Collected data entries
- Opening Delimiter -
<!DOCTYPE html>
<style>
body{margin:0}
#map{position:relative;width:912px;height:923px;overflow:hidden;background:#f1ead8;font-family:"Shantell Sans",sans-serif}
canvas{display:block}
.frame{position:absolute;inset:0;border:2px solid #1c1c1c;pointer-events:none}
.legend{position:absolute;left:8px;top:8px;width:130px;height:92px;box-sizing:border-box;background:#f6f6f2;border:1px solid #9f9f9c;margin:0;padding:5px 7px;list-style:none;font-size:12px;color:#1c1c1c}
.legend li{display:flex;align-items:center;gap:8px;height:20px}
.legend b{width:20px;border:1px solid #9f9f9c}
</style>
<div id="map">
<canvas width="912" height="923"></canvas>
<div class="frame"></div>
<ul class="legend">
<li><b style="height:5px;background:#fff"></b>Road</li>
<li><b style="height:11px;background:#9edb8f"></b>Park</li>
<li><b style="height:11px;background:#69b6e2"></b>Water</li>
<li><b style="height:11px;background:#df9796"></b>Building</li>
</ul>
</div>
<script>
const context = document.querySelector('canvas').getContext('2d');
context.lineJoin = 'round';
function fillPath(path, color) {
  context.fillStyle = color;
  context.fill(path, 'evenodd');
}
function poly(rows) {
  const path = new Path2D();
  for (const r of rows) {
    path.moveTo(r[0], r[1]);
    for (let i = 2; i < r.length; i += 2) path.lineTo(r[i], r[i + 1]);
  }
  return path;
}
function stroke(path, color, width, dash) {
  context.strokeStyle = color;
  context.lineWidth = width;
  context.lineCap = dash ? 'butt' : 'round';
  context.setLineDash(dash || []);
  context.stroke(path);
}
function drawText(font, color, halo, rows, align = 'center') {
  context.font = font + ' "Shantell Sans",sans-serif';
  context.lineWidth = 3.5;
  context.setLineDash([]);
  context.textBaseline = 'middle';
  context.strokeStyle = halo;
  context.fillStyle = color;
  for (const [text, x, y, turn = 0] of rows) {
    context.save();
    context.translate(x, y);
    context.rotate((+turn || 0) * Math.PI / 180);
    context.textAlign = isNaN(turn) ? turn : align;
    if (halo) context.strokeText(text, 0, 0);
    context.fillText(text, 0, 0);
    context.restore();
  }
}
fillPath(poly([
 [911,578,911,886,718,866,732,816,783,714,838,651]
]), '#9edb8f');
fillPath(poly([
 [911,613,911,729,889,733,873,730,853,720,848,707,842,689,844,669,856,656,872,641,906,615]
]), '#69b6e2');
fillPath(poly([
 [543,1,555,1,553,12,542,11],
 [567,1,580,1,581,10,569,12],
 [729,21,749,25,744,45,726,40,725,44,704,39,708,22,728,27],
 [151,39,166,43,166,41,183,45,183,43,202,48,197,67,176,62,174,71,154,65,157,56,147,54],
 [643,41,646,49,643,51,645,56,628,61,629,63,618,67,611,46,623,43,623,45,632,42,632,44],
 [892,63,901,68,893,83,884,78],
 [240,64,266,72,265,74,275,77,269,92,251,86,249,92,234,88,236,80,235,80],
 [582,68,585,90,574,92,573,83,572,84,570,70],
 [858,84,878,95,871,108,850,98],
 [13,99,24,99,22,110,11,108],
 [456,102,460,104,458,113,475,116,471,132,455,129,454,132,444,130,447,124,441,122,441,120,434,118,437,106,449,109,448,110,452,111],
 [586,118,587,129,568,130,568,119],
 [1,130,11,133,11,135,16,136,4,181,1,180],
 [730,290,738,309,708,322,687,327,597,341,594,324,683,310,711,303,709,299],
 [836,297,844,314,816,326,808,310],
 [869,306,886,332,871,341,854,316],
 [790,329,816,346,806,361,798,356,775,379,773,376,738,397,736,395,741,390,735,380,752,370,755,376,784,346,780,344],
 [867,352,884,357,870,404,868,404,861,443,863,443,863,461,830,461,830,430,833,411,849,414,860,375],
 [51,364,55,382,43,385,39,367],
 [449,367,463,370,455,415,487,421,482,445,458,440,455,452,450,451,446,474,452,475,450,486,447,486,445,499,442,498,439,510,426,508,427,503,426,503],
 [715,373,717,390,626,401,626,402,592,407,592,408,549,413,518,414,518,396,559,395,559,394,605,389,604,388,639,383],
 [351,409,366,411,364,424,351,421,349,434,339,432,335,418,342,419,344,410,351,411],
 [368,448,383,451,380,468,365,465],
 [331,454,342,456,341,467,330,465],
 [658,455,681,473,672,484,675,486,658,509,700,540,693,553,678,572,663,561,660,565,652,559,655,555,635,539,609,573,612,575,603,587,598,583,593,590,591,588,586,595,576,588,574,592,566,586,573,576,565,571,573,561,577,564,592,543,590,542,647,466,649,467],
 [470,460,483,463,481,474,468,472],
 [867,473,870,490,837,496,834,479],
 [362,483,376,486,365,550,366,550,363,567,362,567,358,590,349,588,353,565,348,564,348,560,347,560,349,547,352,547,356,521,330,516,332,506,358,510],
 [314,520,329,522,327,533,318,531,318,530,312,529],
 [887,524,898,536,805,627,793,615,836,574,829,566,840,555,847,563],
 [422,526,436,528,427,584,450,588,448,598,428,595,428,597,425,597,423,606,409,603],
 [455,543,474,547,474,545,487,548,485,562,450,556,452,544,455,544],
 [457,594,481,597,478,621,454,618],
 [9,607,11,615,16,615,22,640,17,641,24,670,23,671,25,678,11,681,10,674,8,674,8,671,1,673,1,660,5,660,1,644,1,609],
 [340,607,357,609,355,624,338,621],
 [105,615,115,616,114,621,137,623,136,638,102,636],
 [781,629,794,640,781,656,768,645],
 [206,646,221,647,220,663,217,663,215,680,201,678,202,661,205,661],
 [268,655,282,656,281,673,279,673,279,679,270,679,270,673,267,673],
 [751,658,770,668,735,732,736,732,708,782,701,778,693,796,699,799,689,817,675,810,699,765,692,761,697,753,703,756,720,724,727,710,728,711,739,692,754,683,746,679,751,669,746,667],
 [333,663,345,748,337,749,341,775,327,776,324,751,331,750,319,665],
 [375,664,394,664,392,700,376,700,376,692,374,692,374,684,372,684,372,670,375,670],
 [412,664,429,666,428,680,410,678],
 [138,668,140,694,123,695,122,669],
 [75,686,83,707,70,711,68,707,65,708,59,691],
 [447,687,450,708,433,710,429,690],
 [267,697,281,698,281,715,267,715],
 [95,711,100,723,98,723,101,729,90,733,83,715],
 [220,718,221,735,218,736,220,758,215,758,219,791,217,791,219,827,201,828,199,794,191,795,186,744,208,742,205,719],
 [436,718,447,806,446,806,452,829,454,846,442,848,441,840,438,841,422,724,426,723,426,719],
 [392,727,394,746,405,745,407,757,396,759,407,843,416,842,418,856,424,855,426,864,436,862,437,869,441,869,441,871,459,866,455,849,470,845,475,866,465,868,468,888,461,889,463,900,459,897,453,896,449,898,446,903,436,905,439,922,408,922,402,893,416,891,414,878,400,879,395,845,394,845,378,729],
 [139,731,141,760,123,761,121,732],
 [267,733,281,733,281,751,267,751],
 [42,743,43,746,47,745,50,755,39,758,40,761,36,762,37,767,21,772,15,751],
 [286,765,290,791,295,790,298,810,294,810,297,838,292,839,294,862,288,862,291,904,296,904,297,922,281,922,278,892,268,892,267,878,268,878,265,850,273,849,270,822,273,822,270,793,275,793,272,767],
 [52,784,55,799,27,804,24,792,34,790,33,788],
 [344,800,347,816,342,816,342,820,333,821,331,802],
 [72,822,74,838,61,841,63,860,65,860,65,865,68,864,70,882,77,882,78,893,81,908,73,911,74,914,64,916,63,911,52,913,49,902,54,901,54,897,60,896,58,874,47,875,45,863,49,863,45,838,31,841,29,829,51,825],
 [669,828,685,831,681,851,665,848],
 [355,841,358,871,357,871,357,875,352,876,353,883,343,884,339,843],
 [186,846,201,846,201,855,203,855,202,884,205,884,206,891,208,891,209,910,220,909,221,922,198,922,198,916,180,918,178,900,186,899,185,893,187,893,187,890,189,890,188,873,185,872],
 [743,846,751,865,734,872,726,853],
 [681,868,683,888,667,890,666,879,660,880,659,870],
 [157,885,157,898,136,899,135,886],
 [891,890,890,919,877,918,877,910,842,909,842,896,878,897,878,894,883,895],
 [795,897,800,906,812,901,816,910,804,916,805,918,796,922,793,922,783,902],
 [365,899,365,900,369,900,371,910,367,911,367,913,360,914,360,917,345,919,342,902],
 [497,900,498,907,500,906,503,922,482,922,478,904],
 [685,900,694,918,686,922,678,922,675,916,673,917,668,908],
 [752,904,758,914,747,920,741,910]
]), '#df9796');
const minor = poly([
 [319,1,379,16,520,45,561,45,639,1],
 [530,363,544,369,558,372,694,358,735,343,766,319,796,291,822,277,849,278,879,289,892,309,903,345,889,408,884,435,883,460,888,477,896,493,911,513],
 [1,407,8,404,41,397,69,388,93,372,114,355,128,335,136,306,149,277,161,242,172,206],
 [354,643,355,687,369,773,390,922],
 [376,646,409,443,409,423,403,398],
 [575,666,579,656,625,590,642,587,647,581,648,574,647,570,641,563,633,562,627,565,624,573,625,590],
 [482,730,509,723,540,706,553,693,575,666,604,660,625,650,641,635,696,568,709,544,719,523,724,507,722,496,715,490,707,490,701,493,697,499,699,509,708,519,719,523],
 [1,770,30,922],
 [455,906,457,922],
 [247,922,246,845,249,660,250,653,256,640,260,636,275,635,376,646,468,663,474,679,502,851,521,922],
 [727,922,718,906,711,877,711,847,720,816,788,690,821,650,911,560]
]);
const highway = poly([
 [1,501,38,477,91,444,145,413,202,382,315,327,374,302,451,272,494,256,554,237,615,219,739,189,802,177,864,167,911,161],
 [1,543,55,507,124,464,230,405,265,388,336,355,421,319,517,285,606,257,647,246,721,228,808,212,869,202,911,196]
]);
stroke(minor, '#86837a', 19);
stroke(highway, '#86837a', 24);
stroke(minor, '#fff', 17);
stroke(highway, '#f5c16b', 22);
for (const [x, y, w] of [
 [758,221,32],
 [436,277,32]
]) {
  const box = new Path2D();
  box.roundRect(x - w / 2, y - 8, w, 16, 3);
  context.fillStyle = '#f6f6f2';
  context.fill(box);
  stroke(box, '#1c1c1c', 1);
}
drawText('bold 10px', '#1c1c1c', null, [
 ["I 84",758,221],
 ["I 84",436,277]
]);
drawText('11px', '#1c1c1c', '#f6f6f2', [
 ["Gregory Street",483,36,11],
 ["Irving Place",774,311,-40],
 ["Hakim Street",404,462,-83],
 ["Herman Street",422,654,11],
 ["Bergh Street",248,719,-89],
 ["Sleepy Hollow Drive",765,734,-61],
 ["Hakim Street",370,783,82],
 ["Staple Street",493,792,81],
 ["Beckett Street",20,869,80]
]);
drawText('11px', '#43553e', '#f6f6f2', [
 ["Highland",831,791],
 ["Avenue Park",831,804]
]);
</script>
- Closing Delimiter -
INSTRUCTIONS TO FOLLOW: Begin at the top of the records above and quote each line exactly, ending with the line that contains "for (const r".

OUTPUT:
<!DOCTYPE html>
<style>
body{margin:0}
#map{position:relative;width:912px;height:923px;overflow:hidden;background:#f1ead8;font-family:"Shantell Sans",sans-serif}
canvas{display:block}
.frame{position:absolute;inset:0;border:2px solid #1c1c1c;pointer-events:none}
.legend{position:absolute;left:8px;top:8px;width:130px;height:92px;box-sizing:border-box;background:#f6f6f2;border:1px solid #9f9f9c;margin:0;padding:5px 7px;list-style:none;font-size:12px;color:#1c1c1c}
.legend li{display:flex;align-items:center;gap:8px;height:20px}
.legend b{width:20px;border:1px solid #9f9f9c}
</style>
<div id="map">
<canvas width="912" height="923"></canvas>
<div class="frame"></div>
<ul class="legend">
<li><b style="height:5px;background:#fff"></b>Road</li>
<li><b style="height:11px;background:#9edb8f"></b>Park</li>
<li><b style="height:11px;background:#69b6e2"></b>Water</li>
<li><b style="height:11px;background:#df9796"></b>Building</li>
</ul>
</div>
<script>
const context = document.querySelector('canvas').getContext('2d');
context.lineJoin = 'round';
function fillPath(path, color) {
  context.fillStyle = color;
  context.fill(path, 'evenodd');
}
function poly(rows) {
  const path = new Path2D();
  for (const r of rows) {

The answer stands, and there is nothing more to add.